[EXERCISE]
For the data below, work out how many lines contain the word "Fairfax" and supply only that number.

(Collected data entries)
------------------------------------------------
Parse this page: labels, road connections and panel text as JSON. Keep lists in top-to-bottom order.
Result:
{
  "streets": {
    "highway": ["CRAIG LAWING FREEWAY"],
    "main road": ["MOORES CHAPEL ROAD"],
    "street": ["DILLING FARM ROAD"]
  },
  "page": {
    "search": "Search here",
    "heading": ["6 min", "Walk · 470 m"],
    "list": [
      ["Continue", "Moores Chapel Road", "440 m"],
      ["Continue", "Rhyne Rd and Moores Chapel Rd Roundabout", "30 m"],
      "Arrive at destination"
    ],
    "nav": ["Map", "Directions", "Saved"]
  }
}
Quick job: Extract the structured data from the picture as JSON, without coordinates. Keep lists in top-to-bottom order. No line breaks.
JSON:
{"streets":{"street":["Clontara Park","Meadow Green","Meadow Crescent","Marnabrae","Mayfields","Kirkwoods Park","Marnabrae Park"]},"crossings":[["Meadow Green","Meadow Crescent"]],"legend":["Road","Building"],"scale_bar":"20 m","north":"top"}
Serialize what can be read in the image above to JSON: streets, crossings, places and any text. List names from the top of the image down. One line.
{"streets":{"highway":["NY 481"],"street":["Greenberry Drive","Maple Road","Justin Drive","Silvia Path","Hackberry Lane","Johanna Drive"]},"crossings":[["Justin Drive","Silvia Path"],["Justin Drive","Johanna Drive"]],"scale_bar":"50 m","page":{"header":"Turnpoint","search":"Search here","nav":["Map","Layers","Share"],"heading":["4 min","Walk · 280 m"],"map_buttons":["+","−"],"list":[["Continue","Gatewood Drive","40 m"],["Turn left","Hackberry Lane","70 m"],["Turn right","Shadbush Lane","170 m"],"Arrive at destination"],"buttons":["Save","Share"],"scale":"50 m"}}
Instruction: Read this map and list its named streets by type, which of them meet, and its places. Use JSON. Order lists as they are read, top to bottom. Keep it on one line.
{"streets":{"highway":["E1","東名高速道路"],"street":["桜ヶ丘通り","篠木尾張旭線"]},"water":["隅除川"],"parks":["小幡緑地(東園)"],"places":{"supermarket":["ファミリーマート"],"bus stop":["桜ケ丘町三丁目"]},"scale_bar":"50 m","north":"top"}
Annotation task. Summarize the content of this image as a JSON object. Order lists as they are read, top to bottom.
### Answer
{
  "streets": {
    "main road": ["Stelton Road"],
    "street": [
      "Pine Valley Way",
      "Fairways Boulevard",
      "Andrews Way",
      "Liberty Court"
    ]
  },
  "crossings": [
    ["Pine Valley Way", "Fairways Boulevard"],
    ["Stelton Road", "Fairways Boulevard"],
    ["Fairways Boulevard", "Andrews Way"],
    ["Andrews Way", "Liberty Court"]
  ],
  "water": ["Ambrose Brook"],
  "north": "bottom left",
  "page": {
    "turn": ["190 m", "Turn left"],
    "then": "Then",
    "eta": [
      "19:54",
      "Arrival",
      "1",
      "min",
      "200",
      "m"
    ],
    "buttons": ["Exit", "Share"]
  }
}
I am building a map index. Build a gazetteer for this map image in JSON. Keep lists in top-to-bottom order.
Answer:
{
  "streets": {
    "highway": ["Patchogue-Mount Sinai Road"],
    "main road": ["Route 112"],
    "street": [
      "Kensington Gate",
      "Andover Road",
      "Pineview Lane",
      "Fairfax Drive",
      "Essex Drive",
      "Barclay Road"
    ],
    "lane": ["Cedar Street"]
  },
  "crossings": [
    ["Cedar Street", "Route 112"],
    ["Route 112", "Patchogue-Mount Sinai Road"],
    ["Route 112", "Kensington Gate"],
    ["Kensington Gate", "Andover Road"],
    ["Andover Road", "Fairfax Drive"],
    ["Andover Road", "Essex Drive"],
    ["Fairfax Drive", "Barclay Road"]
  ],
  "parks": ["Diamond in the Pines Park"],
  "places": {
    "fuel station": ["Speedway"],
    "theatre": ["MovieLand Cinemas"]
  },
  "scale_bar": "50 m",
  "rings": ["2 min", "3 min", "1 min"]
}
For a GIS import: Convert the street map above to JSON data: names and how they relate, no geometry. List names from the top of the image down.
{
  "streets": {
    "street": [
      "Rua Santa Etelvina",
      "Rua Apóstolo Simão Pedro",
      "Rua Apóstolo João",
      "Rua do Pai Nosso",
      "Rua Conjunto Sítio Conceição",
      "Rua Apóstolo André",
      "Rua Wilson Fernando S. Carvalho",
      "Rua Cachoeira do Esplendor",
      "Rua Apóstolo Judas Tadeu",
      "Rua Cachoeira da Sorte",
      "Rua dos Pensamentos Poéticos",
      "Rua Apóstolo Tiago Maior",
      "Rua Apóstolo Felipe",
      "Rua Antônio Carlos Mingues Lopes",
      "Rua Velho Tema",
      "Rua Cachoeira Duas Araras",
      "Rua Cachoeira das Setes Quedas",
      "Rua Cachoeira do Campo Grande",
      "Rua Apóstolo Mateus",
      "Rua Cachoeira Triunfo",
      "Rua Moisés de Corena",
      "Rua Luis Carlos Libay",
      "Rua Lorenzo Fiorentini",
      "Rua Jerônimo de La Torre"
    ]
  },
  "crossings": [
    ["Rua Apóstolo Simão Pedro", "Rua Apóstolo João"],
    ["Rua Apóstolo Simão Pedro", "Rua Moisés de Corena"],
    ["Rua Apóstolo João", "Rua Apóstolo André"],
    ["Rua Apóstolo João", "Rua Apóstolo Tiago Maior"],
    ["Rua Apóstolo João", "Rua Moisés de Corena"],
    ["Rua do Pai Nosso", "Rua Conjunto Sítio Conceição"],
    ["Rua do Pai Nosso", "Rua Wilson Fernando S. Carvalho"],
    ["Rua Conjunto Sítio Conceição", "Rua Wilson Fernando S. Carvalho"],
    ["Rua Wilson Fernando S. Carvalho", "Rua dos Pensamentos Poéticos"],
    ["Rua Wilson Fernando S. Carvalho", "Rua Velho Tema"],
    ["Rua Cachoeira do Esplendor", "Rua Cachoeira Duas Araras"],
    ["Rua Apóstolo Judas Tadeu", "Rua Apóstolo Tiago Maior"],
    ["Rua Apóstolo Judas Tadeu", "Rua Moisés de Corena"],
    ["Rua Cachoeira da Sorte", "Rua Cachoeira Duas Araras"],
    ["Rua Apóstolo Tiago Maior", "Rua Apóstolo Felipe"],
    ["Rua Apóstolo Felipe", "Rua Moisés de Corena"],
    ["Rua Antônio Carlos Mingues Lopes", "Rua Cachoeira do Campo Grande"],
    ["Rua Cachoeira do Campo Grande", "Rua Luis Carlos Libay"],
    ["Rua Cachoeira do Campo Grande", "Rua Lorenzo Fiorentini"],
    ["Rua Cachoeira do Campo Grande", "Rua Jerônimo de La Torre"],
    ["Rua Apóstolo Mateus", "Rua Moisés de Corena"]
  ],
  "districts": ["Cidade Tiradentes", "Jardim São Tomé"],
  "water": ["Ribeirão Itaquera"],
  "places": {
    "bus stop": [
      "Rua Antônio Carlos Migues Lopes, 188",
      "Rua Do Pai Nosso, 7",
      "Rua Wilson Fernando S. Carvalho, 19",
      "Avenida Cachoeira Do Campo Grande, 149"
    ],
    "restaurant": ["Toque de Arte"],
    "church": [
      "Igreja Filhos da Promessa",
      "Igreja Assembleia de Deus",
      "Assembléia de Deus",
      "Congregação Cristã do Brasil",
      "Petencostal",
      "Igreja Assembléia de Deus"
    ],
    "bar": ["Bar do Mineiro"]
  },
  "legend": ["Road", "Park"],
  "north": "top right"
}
------------------------------------------------
[RESPONSE FOR THIS EXERCISE]
3